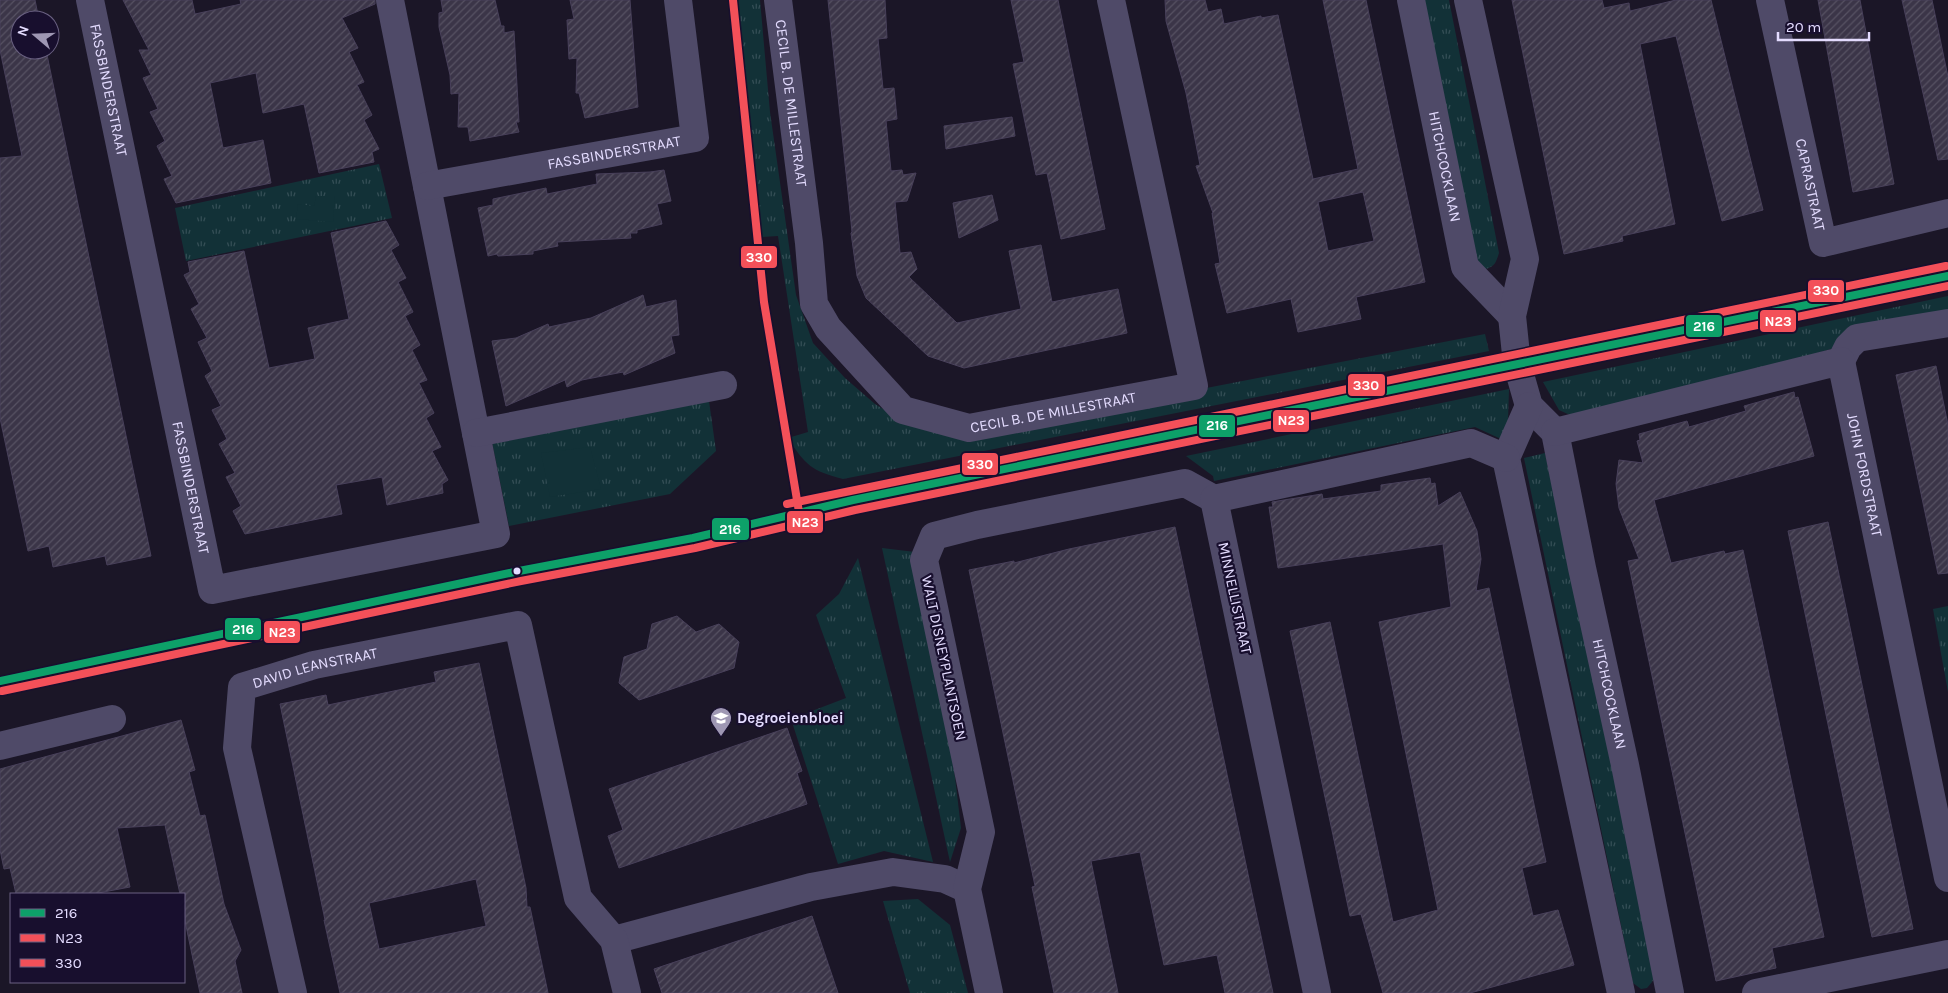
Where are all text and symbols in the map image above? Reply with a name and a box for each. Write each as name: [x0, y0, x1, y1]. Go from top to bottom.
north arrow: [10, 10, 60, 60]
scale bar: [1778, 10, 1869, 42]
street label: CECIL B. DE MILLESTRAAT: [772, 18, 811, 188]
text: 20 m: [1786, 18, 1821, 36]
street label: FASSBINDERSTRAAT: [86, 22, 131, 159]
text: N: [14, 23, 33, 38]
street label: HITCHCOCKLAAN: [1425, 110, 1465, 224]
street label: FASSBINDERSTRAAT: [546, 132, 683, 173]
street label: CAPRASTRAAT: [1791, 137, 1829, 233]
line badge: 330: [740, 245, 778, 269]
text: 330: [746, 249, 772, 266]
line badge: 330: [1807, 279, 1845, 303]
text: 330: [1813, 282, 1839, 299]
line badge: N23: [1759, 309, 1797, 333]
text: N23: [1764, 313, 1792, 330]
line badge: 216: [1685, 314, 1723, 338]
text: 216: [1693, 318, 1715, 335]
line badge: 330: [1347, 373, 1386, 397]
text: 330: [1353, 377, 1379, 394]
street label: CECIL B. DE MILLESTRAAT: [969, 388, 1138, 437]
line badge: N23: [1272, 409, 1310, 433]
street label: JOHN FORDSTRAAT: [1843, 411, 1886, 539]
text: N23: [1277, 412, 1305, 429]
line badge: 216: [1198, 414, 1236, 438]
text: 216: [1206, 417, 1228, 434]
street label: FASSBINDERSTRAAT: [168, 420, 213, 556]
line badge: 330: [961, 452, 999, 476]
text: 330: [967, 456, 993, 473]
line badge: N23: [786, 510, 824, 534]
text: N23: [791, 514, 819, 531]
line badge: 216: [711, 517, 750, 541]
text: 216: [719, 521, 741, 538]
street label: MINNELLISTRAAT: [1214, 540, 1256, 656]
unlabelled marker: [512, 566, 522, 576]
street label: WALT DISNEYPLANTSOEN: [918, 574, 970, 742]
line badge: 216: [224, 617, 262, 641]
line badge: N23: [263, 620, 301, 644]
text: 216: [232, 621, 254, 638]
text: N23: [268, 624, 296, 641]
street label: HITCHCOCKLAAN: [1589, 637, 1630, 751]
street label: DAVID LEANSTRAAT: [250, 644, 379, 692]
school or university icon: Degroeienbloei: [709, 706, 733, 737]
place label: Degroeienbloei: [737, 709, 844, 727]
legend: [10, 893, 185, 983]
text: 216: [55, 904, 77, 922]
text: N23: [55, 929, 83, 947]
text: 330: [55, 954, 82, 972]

=-=-=-=-=

**EXERCISE**
Every record must be duplicated exactly, except for the pictures, which are left out.

**YOUR RESPONSE**
Where are all text and symbols in the map image above? Reply with a name and a box for each. Write each as name: [x0, y0, x1, y1]. Go from top to bottom.
north arrow: [10, 10, 60, 60]
scale bar: [1778, 10, 1869, 42]
street label: CECIL B. DE MILLESTRAAT: [772, 18, 811, 188]
text: 20 m: [1786, 18, 1821, 36]
street label: FASSBINDERSTRAAT: [86, 22, 131, 159]
text: N: [14, 23, 33, 38]
street label: HITCHCOCKLAAN: [1425, 110, 1465, 224]
street label: FASSBINDERSTRAAT: [546, 132, 683, 173]
street label: CAPRASTRAAT: [1791, 137, 1829, 233]
line badge: 330: [740, 245, 778, 269]
text: 330: [746, 249, 772, 266]
line badge: 330: [1807, 279, 1845, 303]
text: 330: [1813, 282, 1839, 299]
line badge: N23: [1759, 309, 1797, 333]
text: N23: [1764, 313, 1792, 330]
line badge: 216: [1685, 314, 1723, 338]
text: 216: [1693, 318, 1715, 335]
line badge: 330: [1347, 373, 1386, 397]
text: 330: [1353, 377, 1379, 394]
street label: CECIL B. DE MILLESTRAAT: [969, 388, 1138, 437]
line badge: N23: [1272, 409, 1310, 433]
street label: JOHN FORDSTRAAT: [1843, 411, 1886, 539]
text: N23: [1277, 412, 1305, 429]
line badge: 216: [1198, 414, 1236, 438]
text: 216: [1206, 417, 1228, 434]
street label: FASSBINDERSTRAAT: [168, 420, 213, 556]
line badge: 330: [961, 452, 999, 476]
text: 330: [967, 456, 993, 473]
line badge: N23: [786, 510, 824, 534]
text: N23: [791, 514, 819, 531]
line badge: 216: [711, 517, 750, 541]
text: 216: [719, 521, 741, 538]
street label: MINNELLISTRAAT: [1214, 540, 1256, 656]
unlabelled marker: [512, 566, 522, 576]
street label: WALT DISNEYPLANTSOEN: [918, 574, 970, 742]
line badge: 216: [224, 617, 262, 641]
line badge: N23: [263, 620, 301, 644]
text: 216: [232, 621, 254, 638]
text: N23: [268, 624, 296, 641]
street label: HITCHCOCKLAAN: [1589, 637, 1630, 751]
street label: DAVID LEANSTRAAT: [250, 644, 379, 692]
school or university icon: Degroeienbloei: [709, 706, 733, 737]
place label: Degroeienbloei: [737, 709, 844, 727]
legend: [10, 893, 185, 983]
text: 216: [55, 904, 77, 922]
text: N23: [55, 929, 83, 947]
text: 330: [55, 954, 82, 972]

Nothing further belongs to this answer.